- _EXERCISE DETAILS_:
Check each line of the material, and show the ones that include the word "currentColor".

- _AVAILABLE DATA_:
----
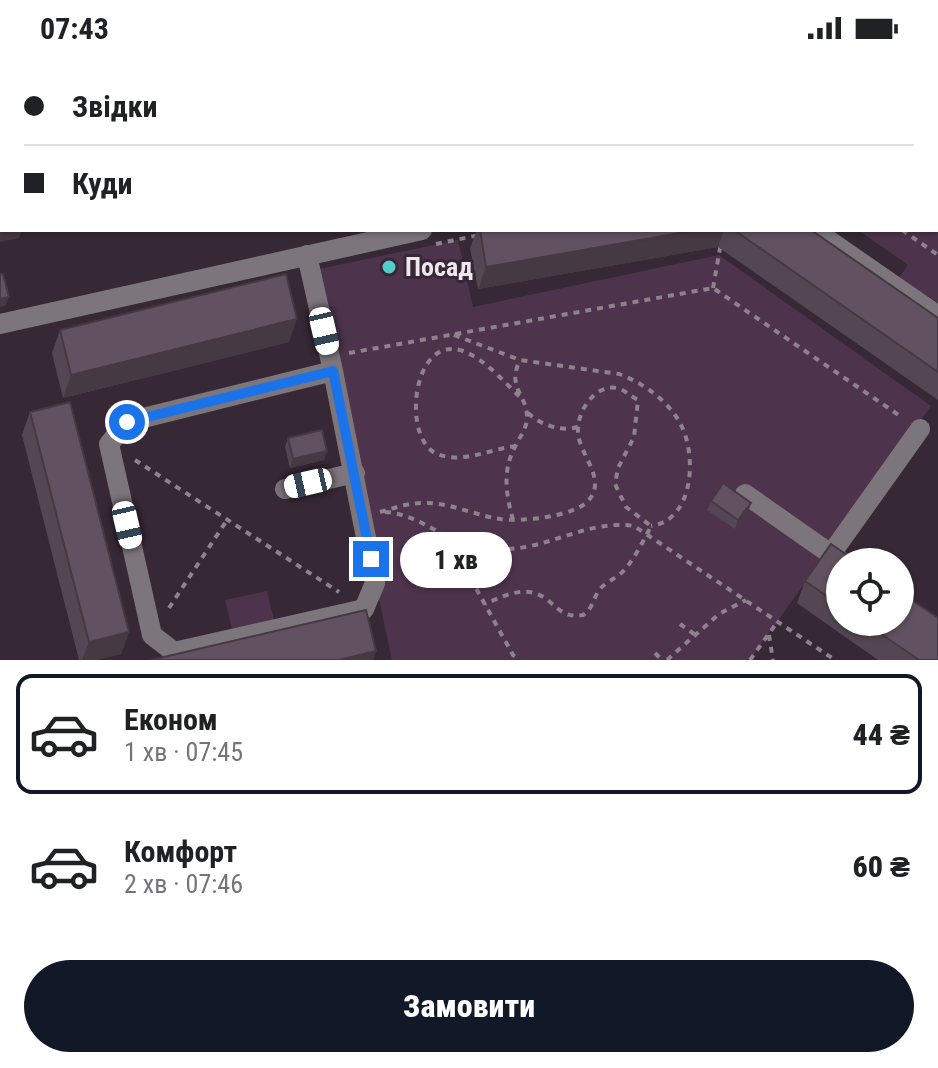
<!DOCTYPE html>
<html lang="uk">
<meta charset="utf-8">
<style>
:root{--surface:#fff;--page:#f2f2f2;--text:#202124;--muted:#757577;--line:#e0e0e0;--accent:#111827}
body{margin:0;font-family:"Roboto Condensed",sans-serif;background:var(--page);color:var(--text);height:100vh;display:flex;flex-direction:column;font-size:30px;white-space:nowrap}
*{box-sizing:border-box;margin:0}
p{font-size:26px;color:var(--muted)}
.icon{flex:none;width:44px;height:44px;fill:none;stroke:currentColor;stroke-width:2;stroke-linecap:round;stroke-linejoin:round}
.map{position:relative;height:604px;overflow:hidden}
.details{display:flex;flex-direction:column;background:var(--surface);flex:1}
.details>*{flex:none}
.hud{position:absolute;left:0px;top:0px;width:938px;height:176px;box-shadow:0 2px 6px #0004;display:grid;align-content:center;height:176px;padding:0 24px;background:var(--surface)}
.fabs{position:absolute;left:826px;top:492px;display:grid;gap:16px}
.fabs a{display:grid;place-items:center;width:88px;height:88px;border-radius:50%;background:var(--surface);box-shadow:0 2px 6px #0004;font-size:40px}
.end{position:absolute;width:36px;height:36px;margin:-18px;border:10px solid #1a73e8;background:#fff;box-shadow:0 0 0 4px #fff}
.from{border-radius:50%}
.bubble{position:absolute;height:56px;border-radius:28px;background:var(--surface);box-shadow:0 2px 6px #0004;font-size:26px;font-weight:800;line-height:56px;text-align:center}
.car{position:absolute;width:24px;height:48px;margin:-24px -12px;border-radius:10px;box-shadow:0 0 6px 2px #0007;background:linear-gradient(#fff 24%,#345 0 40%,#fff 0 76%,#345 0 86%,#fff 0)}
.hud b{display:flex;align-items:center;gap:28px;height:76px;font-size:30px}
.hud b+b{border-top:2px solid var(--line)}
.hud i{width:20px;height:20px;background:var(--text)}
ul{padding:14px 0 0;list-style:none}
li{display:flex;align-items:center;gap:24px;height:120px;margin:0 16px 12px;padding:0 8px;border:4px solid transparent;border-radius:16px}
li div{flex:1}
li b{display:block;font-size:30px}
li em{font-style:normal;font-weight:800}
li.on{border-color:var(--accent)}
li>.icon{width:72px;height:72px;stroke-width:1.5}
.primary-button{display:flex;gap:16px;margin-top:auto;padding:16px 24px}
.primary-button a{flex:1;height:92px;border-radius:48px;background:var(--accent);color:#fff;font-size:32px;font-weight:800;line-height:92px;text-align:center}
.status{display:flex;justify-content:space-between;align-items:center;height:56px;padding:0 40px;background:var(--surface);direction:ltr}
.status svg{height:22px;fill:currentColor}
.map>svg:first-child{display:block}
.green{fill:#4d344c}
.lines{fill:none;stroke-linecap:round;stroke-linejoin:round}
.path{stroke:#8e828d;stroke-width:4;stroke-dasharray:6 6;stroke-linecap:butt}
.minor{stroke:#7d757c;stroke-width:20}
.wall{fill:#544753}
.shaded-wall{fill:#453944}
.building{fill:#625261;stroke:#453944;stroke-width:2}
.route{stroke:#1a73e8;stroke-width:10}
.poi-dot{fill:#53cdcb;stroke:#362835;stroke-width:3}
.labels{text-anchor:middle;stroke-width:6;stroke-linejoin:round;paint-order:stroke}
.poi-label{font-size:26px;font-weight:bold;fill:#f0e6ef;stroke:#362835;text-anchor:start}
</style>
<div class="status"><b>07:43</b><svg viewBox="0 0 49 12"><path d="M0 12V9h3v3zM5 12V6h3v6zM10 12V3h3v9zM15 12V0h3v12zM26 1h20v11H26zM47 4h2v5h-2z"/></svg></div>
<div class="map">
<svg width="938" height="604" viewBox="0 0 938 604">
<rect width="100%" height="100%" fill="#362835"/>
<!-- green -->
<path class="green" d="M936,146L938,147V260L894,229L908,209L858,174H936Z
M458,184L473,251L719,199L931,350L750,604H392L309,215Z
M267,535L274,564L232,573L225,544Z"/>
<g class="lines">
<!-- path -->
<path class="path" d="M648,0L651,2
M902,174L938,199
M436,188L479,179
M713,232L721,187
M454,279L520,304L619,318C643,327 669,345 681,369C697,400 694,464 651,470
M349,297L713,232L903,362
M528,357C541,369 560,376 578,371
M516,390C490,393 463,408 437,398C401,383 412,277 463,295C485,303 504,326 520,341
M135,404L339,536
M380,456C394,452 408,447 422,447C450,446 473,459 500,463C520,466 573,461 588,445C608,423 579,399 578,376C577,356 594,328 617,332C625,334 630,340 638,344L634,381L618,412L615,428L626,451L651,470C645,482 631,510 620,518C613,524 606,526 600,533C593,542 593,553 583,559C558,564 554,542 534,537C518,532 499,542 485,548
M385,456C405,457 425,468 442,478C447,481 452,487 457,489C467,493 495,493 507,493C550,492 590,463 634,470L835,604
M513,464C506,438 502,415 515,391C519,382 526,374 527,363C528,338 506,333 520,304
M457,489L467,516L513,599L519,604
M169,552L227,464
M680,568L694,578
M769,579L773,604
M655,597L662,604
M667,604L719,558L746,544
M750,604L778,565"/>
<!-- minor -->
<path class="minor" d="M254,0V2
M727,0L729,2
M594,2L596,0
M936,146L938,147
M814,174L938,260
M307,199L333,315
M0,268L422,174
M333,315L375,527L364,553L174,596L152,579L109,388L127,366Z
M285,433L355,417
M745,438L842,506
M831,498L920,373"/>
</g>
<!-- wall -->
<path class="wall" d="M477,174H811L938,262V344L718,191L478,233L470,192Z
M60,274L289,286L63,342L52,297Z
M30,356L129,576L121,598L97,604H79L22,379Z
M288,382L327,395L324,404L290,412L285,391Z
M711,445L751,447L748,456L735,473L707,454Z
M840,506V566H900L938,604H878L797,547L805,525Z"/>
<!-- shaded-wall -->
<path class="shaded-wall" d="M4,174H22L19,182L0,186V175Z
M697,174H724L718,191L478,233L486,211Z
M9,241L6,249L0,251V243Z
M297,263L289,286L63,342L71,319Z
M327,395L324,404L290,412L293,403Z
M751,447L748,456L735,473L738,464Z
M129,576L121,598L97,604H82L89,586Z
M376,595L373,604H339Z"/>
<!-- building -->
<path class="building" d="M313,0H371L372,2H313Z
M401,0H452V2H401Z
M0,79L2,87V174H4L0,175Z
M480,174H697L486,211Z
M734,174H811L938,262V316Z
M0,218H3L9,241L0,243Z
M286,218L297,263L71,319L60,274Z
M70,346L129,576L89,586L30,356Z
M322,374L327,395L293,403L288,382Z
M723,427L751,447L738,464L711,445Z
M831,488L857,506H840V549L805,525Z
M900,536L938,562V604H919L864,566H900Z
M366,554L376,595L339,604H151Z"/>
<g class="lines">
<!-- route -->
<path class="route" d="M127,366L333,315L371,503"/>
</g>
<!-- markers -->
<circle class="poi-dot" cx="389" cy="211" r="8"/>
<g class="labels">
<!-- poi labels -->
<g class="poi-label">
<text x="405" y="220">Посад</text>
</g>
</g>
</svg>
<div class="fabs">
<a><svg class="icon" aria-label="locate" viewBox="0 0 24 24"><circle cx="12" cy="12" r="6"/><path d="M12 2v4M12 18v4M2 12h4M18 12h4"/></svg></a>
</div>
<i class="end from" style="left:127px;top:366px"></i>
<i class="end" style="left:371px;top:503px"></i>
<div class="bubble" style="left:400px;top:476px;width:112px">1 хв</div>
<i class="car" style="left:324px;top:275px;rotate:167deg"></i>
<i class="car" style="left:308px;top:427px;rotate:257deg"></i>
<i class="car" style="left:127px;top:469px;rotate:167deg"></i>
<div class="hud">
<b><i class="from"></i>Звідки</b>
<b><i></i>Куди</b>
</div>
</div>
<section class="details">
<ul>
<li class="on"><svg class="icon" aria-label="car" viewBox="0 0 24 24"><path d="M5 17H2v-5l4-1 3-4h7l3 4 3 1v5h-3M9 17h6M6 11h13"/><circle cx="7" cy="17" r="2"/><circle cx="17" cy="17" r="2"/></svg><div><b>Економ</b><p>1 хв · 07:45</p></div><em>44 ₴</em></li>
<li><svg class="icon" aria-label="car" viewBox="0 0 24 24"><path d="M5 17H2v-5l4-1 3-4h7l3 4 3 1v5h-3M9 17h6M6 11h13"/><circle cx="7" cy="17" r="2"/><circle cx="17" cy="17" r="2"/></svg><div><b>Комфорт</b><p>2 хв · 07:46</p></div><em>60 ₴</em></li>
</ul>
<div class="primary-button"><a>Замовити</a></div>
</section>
----
- _EXERCISE ANSWER_:
.icon{flex:none;width:44px;height:44px;fill:none;stroke:currentColor;stroke-width:2;stroke-linecap:round;stroke-linejoin:round}
.status svg{height:22px;fill:currentColor}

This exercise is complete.